To Mr Eugene Wrayburn, in confidence, did Mrs John Harmon impart what she had known of the state of his wife’s affections, in his reckless time. And to Mrs John Harmon, in confidence, did Mr Eugene Wrayburn impart that, please God, she should see how his wife had changed him!
‘I make no protestations,’ said Eugene; ‘ — who does, who means them! — I have made a resolution.’
‘But would you believe, Bella,’ interposed his wife, coming to resume her nurse’s place at his side, for he never got on well without her: ‘that on our wedding day he told me he almost thought the best thing he could do, was to die?’
‘As I didn’t do it, Lizzie,’ said Eugene, ‘I’ll do that better thing you suggested — for your sake.’
That same afternoon, Eugene lying on his couch in his own room upstairs, Lightwood came to chat with him, while Bella took his wife out for a ride. ‘Nothing short of force will make her go, Eugene had said; so, Bella had playfully forced her.
‘Dear old fellow,’ Eugene began with Lightwood, reaching up his hand, ‘you couldn’t have come at a better time, for my mind is full, and I want to empty it. First, of my present, before I touch upon my future. M. R. F., who is a much younger cavalier than I, and a professed admirer of beauty, was so affable as to remark the other day (he paid us a visit of two days up the river there, and much objected to the accommodation of the hotel), that Lizzie ought to have her portrait painted. Which, coming from M. R. F., may be considered equivalent to a melodramatic blessing.’
‘You are getting well,’ said Mortimer, with a smile.
‘Really,’ said Eugene, ‘I mean it. When M. R. F. said that, and followed it up by rolling the claret (for which he called, and I paid), in his mouth, and saying, “My dear son, why do you drink this trash?” it was tantamount in him — to a paternal benediction on our union, accompanied with a gush of tears. The coolness of M. R. F. is not to be measured by ordinary standards.’

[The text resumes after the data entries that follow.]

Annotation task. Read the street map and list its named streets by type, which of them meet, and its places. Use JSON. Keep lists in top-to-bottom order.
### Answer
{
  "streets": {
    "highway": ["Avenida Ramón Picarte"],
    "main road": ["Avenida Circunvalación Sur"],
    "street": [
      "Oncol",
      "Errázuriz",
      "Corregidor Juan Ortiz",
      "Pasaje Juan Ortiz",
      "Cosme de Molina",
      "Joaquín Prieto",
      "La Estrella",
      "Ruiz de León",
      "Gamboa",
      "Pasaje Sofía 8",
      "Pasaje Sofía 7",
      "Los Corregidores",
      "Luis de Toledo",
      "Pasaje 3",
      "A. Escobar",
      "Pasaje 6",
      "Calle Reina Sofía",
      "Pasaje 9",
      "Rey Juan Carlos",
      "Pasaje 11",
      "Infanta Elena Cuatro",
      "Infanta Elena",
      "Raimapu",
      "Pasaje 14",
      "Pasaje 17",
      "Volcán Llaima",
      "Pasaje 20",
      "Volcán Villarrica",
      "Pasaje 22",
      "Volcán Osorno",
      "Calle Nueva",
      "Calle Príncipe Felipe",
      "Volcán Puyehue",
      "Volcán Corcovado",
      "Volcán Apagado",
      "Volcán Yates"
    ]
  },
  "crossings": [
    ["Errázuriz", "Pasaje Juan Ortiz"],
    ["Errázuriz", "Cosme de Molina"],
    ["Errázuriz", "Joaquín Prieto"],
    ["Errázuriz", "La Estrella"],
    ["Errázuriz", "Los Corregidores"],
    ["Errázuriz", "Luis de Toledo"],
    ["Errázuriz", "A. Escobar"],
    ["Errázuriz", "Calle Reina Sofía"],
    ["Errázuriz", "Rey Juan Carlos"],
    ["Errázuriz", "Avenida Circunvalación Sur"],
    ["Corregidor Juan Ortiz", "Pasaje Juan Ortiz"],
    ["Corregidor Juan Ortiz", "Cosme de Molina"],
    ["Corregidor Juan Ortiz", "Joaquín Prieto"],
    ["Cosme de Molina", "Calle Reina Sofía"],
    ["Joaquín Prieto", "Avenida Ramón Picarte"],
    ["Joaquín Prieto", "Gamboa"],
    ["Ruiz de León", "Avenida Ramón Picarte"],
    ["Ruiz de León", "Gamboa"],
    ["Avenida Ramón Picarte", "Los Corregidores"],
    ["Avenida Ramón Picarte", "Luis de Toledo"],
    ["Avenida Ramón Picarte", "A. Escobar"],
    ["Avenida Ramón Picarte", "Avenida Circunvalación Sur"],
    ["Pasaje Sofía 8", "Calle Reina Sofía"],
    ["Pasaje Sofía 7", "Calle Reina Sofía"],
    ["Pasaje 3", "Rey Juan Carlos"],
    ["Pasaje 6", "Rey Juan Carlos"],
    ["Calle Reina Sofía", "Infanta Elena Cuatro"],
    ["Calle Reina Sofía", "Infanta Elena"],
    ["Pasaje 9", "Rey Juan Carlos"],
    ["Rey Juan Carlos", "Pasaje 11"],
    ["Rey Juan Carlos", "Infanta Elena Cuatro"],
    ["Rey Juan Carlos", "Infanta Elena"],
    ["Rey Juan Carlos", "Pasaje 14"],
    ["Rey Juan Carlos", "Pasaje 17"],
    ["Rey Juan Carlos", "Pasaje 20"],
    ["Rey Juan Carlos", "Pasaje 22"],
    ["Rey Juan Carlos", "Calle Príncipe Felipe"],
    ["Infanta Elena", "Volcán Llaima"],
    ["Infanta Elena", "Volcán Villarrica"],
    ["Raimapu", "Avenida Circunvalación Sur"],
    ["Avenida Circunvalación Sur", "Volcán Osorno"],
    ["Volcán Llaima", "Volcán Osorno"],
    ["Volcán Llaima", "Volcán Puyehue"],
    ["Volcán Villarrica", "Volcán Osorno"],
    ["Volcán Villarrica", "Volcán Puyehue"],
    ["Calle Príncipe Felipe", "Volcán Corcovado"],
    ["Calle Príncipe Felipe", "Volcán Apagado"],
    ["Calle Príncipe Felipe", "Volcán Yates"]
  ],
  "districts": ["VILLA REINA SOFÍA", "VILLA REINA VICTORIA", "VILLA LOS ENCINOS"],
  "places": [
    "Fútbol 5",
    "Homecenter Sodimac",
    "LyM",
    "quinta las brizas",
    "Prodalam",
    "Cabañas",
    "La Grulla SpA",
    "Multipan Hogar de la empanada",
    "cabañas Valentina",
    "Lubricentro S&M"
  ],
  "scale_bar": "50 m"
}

‘True enough,’ said Lightwood.
‘That’s all,’ pursued Eugene, ‘that I shall ever hear from M. R. F. on the subject, and he will continue to saunter through the world with his hat on one side. My marriage being thus solemnly recognized at the family altar, I have no further trouble on that score. Next, you really have done wonders for me, Mortimer, in easing my money-perplexities, and with such a guardian and steward beside me, as the preserver of my life (I am hardly strong yet, you see, for I am not man enough to refer to her without a trembling voice — she is so inexpressibly dear to me, Mortimer!), the little that I can call my own will be more than it ever has been. It need be more, for you know what it always has been in my hands. Nothing.’

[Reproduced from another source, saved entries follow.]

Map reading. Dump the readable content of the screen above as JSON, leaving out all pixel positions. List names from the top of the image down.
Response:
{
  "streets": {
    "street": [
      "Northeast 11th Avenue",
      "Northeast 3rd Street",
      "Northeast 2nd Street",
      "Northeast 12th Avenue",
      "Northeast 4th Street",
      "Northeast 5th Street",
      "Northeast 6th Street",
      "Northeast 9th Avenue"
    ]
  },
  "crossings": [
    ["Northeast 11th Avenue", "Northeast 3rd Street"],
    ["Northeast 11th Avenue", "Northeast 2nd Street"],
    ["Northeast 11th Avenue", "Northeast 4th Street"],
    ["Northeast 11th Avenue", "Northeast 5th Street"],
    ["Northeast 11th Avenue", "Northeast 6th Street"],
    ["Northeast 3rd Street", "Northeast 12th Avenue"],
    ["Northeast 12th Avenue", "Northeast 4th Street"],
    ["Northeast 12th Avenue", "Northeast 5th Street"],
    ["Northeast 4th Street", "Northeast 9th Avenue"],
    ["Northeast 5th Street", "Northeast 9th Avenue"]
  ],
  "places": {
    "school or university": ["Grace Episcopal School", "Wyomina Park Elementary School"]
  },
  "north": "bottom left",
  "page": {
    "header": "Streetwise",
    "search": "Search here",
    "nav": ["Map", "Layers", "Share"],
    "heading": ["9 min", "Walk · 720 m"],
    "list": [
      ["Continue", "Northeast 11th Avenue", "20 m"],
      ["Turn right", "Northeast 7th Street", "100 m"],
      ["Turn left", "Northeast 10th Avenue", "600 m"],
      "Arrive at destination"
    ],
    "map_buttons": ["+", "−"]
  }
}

‘Worse than nothing, I fancy, Eugene. My own small income (I devoutly wish that my grandfather had left it to the Ocean rather than to me!) has been an effective Something, in the way of preventing me from turning to at Anything. And I think yours has been much the same.’
‘There spake the voice of wisdom,’ said Eugene. ‘We are shepherds both. In turning to at last, we turn to in earnest. Let us say no more of that, for a few years to come. Now, I have had an idea, Mortimer, of taking myself and my wife to one of the colonies, and working at my vocation there.’
‘I should be lost without you, Eugene; but you may be right.’
‘No,’ said Eugene, emphatically. ‘Not right. Wrong!’
He said it with such a lively — almost angry — flash, that Mortimer showed himself greatly surprised.
‘You think this thumped head of mine is excited?’ Eugene went on, with a high look; ‘not so, believe me. I can say to you of the healthful music of my pulse what Hamlet said of his. My blood is up, but wholesomely up, when I think of it. Tell me! Shall I turn coward to Lizzie, and sneak away with her, as if I were ashamed of her! Where would your friend’s part in this world be, Mortimer, if she had turned coward to him, and on immeasurably better occasion?’
‘Honourable and stanch,’ said Lightwood. ‘And yet, Eugene — ’
‘And yet what, Mortimer?’
‘And yet, are you sure that you might not feel (for her sake, I say for her sake) any slight coldness towards her on the part of — Society?’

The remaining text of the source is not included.